Unas declaraciones de Joan Rosell, presidente de la patronal catalana, la firma del convenio del textil y lo manifestado por el nuevo Ministro de Trabajo, Celestino Corbacho ¿introducen nuevos enfoques sobre la moderación salarial?
J.L. López Bulla
07-05-2008 - En las últimas semanas han aparecido algunas novedades que presentan un notable (y positivo) interés con relación a la cuestión salarial. Por orden de aparición en la escena son los siguientes: unas declaraciones de Joan Rosell, presidente de la patronal catalana, la firma del convenio del textil y lo manifestado por el nuevo Ministro de Trabajo, Celestino Corbacho. El hilo conductor de las mismas es la inconveniencia de la moderación salarial. O, por mejor decir –según nuestra lectura— la inutilidad de la misma. Vale la pena que reproduzcamos, de manera breve, lo expresado por Corbacho a La Vanguardia:
Pregunta.- También pide moderación el Banco de España.
Respuesta.- Bueno, pues también estoy más cerca de los sindicatos que del Banco de España. Pedirle a una persona que gana 600 euros que acepte congelar su salario no me parece bien. Es mejor que las rentas más altas paguen un 1% más. Las clases más desfavorecidas no deben pagar la coyuntura. Otra cosa es que apliquemos políticas de apoyo a las empresas, como el adelanto del retorno del IVA o avales del ICO.
Hasta donde yo recuerde, esta es la primera vez en mucho tiempo que se han producido unas declaraciones de esta guisa. Es más, ya no se trata sólo de unas declaraciones sino del comportamiento empresarial concreto, explicitado en una negociación tan importante como es el convenio Textil-Confección.
Digo que se trata de novedades porque se dan en un contexto de desaceleración económica y en presencia de algunos nubarrones que, hoy por hoy, nos cuesta saber su aproximado diapasón.

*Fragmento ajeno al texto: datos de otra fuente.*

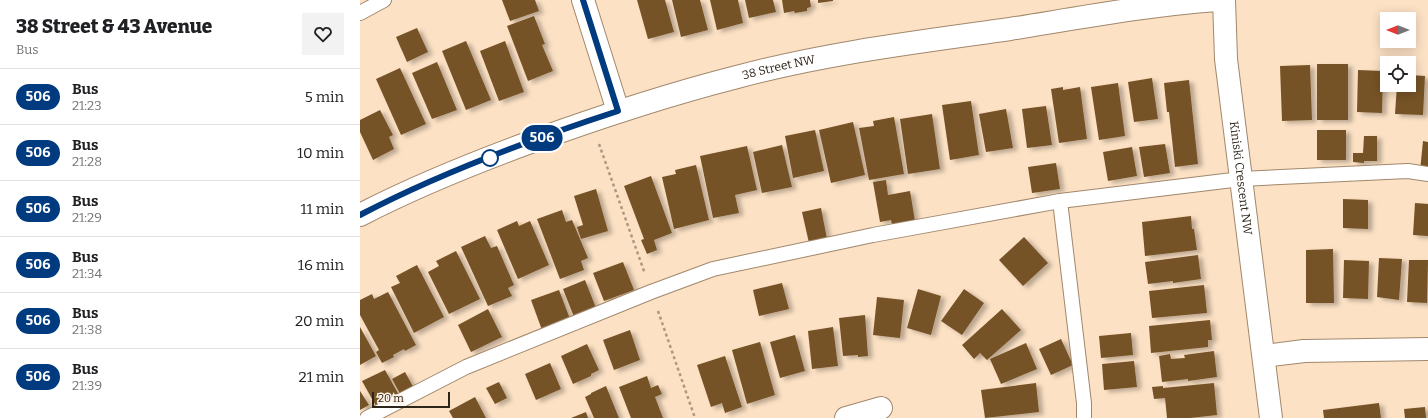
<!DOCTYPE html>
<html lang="en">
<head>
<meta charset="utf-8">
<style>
  body { margin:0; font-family:Bitter,serif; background:#f2f2f2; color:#202124; height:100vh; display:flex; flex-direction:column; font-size:15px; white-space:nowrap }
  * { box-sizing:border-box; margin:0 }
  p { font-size:13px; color:#757577 }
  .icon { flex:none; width:22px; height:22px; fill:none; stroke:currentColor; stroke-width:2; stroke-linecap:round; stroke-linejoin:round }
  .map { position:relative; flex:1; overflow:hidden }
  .drawer { display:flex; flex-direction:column; background:#fff; width:360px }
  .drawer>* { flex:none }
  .badge { padding:0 8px; border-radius:13px; font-size:14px; line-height:26px }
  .needle { width:26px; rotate:270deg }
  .fabs { position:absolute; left:1020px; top:12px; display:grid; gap:8px }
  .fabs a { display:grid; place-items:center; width:36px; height:36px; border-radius:0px; background:#fff; box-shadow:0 2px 10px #0003; font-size:20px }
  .scale { position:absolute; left:12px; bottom:10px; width:78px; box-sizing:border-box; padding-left:4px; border:2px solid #2e251a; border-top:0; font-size:11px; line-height:14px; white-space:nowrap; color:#2e251a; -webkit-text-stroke:3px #fcf1e6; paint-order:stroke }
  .map>.badge { position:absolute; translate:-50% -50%; box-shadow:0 0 0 2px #fff }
  .round { display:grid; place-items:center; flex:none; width:42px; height:42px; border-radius:0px; background:#f2f2f2 }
  .headline { display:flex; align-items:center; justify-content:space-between; height:68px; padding:0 16px }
  h1 { font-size:19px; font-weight:800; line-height:30px }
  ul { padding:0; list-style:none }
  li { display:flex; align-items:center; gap:12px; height:56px; padding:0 16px; border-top:1px solid #e0e0e0 }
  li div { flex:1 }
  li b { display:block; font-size:15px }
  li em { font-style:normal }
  li .badge { min-width:44px; font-weight:700; text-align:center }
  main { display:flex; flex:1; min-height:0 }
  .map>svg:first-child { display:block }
  .building { fill:#765227; filter:url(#shadow) }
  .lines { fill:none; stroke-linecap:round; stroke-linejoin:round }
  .service-casing { stroke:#a1886d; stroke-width:16 }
  .minor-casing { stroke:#a1886d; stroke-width:24 }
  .tertiary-casing { stroke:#a1886d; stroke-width:24 }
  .path { stroke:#ad9983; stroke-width:2.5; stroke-dasharray:3 3; stroke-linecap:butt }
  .service { stroke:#fff; stroke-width:14 }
  .minor { stroke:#fff; stroke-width:22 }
  .tertiary { stroke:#fff; stroke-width:22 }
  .line-casing { stroke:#fff; stroke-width:9 }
  .line { stroke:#003b80; stroke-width:6 }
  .stop-dot { fill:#fff; stroke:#003b80; stroke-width:2 }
  .labels { text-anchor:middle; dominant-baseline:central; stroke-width:4; stroke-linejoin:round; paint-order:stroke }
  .street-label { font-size:12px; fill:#2e251a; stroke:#fcf1e6 }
</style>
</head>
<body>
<main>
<section class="drawer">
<div class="headline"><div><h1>38 Street &amp; 43 Avenue</h1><p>Bus</p></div><a class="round"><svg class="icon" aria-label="heart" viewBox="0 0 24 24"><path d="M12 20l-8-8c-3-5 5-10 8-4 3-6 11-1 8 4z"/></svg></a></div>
<ul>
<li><span class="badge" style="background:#003b80;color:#fff">506</span><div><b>Bus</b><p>21:23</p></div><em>5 min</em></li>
<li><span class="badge" style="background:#003b80;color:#fff">506</span><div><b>Bus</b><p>21:28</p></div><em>10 min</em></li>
<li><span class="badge" style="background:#003b80;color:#fff">506</span><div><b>Bus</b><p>21:29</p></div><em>11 min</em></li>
<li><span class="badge" style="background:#003b80;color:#fff">506</span><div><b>Bus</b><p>21:34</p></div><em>16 min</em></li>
<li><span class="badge" style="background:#003b80;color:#fff">506</span><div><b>Bus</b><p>21:38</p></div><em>20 min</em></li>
<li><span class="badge" style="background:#003b80;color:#fff">506</span><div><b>Bus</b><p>21:39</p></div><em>21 min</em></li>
</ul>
</section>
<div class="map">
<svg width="1068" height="418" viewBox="0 0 1068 418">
  <defs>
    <filter id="shadow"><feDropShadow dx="4.5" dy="2.5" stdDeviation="2" flood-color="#0004"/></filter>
  </defs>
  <rect width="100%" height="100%" fill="#fce1c4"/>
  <g class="building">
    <polygon points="142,0 175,0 179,11 150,21"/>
    <polygon points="277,0 305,0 314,32 288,39"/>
    <polygon points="312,0 340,0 348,30 321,37"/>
    <polygon points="350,0 378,0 383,23 357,30"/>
    <polygon points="385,0 413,0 416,12 389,18"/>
    <polygon points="422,0 450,0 451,7 447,8 447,11 435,13 434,11 424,13"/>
    <polygon points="458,0 473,0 473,1 458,3"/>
    <polygon points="174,16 185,44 182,45 193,71 168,81 147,26"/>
    <polygon points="57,28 68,52 47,62 36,37"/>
    <polygon points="106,41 131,100 106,110 82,51"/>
    <polygon points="145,41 164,92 139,101 120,51"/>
    <polygon points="77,62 97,110 72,119 52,73"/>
    <rect x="957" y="64" width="31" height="56"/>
    <polygon points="950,65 952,120 922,121 920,66"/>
    <polygon points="40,68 66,124 41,135 16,79"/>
    <polygon points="998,70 1023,71 1022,113 997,112"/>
    <polygon points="1049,75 1065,76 1063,115 1035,114 1037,85 1049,85"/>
    <polygon points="792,78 798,119 774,122 768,82"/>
    <polygon points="829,80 838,164 815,167 809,112 807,112 804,83"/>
    <polygon points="758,83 765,136 739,140 731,87"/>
    <polygon points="703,87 703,90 720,87 727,139 699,143 691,89"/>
    <polygon points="611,101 619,155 590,160 582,105"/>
    <polygon points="686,106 692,145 667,148 662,109"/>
    <polygon points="646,109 653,148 626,152 619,114"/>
    <polygon points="20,110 33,135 29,137 34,149 13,160 0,132 0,120"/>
    <polygon points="572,114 580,169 548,174 540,119"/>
    <polygon points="534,117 544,174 509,180 499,128 514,126 513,121"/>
    <polygon points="493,122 505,175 471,183 459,130"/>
    <polygon points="455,130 464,171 433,178 425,136"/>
    <rect x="957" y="130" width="29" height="30"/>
    <polygon points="1004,136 1017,136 1017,161 1004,161 1004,163 993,162 993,153 1003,153"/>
    <polygon points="1063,141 1068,142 1068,172 1060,171"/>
    <polygon points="805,144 810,173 784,177 779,147"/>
    <polygon points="422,145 432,187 402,193 393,152"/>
    <polygon points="387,146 397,190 375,195 379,213 353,218 340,156"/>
    <polygon points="772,147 777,176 748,181 743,152"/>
    <polygon points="696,163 700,189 672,193 668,167"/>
    <polygon points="336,165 349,220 314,229 302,177 316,174 315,170"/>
    <polygon points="291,176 312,233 294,240 297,250 287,254 281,240 284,239 264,186"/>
    <polygon points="526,180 528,195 550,191 555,221 532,225 531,220 520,222 513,182"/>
    <polygon points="236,189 248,231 221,239 217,227 223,225 214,196"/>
    <polygon points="983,199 1008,200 1008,229 983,228"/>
    <polygon points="1055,203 1068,204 1068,236 1053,235"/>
    <polygon points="461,208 467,239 449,243 442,212"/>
    <polygon points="202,210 206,222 212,220 228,258 221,261 224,270 200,279 177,219"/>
    <polygon points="831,216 832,229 834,229 837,250 785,256 782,222"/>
    <polygon points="157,221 159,226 170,221 189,265 158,279 137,230"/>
    <polygon points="125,236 131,248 137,246 154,285 148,288 152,296 128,306 101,247"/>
    <polygon points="664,237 688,263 663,286 639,260"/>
    <polygon points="973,249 974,303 946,303 946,250"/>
    <polygon points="96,251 120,299 89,314 68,272 79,266 76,261"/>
    <polygon points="838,255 841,279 813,283 813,281 788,284 785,262"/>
    <polygon points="1019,258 1042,259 1039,300 1017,297"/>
    <polygon points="984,260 1009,261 1008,299 983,298"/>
    <polygon points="1049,260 1068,260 1067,303 1047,302"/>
    <polygon points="263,262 274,290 244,301 233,273"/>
    <polygon points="57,265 84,317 54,333 31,287 40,283 36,276"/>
    <polygon points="225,280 236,308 214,317 203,289"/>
    <polygon points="422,283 429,309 399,316 393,290"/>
    <polygon points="844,285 847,313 792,318 789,291"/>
    <polygon points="558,289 581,296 571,335 547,328"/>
    <polygon points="604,289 624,303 602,335 581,321"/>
    <polygon points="199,290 210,319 182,330 171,300"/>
    <polygon points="28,292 56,345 45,351 44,349 33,355 34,357 22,363 16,352 19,350 0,315 0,300 12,294 14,299"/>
    <polygon points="517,297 544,300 540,338 513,335"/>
    <polygon points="128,309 142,337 111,352 98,325"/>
    <polygon points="642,309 661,330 627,360 620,353 614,359 602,345"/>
    <polygon points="505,315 508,356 498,357 498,355 483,356 479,318"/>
    <polygon points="850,320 852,340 848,340 848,347 791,353 789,326"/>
    <polygon points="0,327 16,356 0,365"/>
    <polygon points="473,327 478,366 452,369 448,331"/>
    <polygon points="270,330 280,360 254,370 243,340"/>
    <polygon points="771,333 773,355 741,358 739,336"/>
    <polygon points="435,335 445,371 420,378 410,342"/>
    <polygon points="701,339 713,365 691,375 679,349"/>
    <polygon points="400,342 415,395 387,404 372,350"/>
    <polygon points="666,343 677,369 641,384 630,359"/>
    <polygon points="227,344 239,370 231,374 231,376 213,384 201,356"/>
    <polygon points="854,351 857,377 828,381 828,379 802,382 799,356 810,354 811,359 825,358 824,355"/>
    <polygon points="365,356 382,407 365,413 362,403 351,407 337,365"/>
    <polygon points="774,361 777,387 744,390 742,364"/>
    <polygon points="190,363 201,389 176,400 165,374"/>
    <polygon points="25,370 39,395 17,408 2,381"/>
    <polygon points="45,372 56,392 43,399 32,379"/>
    <polygon points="287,376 291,388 298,385 302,394 295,397 303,418 271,418 259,387"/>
    <polygon points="139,382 147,398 135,404 126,388"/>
    <polygon points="676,383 679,412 625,418 621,390"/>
    <polygon points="854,383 857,415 830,418 807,418 805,398 794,399 792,387 803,386 803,388"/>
    <polygon points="246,386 259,418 234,418 225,397 231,394 231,393"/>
    <polygon points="0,391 9,405 0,410"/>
    <polygon points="115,397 126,418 93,418 89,411"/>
    <polygon points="1019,403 1021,418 964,418 963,410"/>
    <polygon points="1065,407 1066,418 1045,418 1044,409"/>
    <polygon points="226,412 228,418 211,418"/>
  </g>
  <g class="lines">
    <g class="service-casing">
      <g id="service">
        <polyline points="0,13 24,0"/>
        <polyline points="700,201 724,403 724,418"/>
        <polyline points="7,418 106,367 291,292 353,269 513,235 700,201 881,179 1048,171 1068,174"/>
      </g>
    </g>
    <g class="minor-casing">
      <g id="minor">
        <path id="s1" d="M864 0 866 59 911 418"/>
        <polyline points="904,356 944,351 1068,349"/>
        <polyline points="486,418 521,408"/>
      </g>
    </g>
    <g class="tertiary-casing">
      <g id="tertiary">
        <polyline points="223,0 258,111"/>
        <path id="s2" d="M0 215C54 187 111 164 168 143 237 118 306 95 377 77 466 53 558 42 650 29 719 18 788 5 857 0"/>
      </g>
    </g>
    <g class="path">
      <polyline points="239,144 285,274"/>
      <polyline points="298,311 335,418"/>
    </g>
    <use href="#service" class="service"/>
    <use href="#minor" class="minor"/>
    <use href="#tertiary" class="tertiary"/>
  </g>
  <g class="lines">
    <g class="line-casing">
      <path id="line" d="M0 215C80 173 172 139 258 111L223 0"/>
    </g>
    <use href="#line" class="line"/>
  </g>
  <circle class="stop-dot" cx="130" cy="158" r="8"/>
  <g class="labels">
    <g class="street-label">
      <text stroke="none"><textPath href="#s2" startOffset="445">38 Street NW</textPath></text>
      <text stroke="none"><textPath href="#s1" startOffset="179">Kiniski Crescent NW</textPath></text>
    </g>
  </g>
</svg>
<div class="fabs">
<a><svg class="needle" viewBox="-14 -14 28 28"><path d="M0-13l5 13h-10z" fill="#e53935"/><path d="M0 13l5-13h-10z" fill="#757577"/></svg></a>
<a><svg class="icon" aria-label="locate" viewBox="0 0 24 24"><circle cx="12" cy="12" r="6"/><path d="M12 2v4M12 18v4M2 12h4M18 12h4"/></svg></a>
</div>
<div class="scale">20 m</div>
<b class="badge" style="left:182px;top:138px;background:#003b80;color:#fff">506</b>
</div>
</main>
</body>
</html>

También porque se trata de unas opiniones (tras ellas hay indicaciones) que se confrontan con los responsables de algunas cocinas institucionales como, por ejemplo, el Banco Central Europeo, el Banco de España y Su Santidad el Fondo Monetario Internacional. Digamos pues que los `laicos´ de Economía (sindicatos y empresarios) y un Ministro –todo ministro en el ejercicio de su cargo es mitad seglar y mitad religioso-- se alejan de los apotegmas teologales de las instituciones financieras. ¡Con lo que está cayendo y parece que va a caer...! [Pero como decían en la Edad Media: no llamemos a Satanás, que es capaz de presentarse]
Ciertamente todavía es pronto para saber si la orientación general que van a diseñar las autoridades españolas para afrontar los nubarrones económicos será la de siempre, esto es, los mecanismos tradicionales o... O, como indica Corbacho: Las clases más desfavorecidas no deben pagar la coyuntura. Y, aunque por ahora, esto parezca un tanto descriptivo, no cabe duda que parece indicar, de creer al Ministro, que podría estar ensayándose otra práctica.
Desde luego, no se trata de tirar cohetes. Pero tampoco de subestimar la novedad de las declaraciones de dos personalidades (Corbacho y Rosell) y la fisicidad real de algo tan material como un convenio colectivo de tanta enjundia como el textil, la organización empresarial que dirige un mánager de tanta lucidez como Joan Canals.
En todo caso, algo parece de cajón: si se quiere de veras que esta concepción empresarial tenga sostenibilidad, creo indispensable que los operadores económicos que piensan de ese modo contagien a todo el gremio: a todo el gremio español y europeo. Por la cuenta que le trae a los sindicalistas, harán lo propio.
El tiempo dirá si esta golondrina de primavera es algo más que un leve anuncio u otra cosa de más consistencia.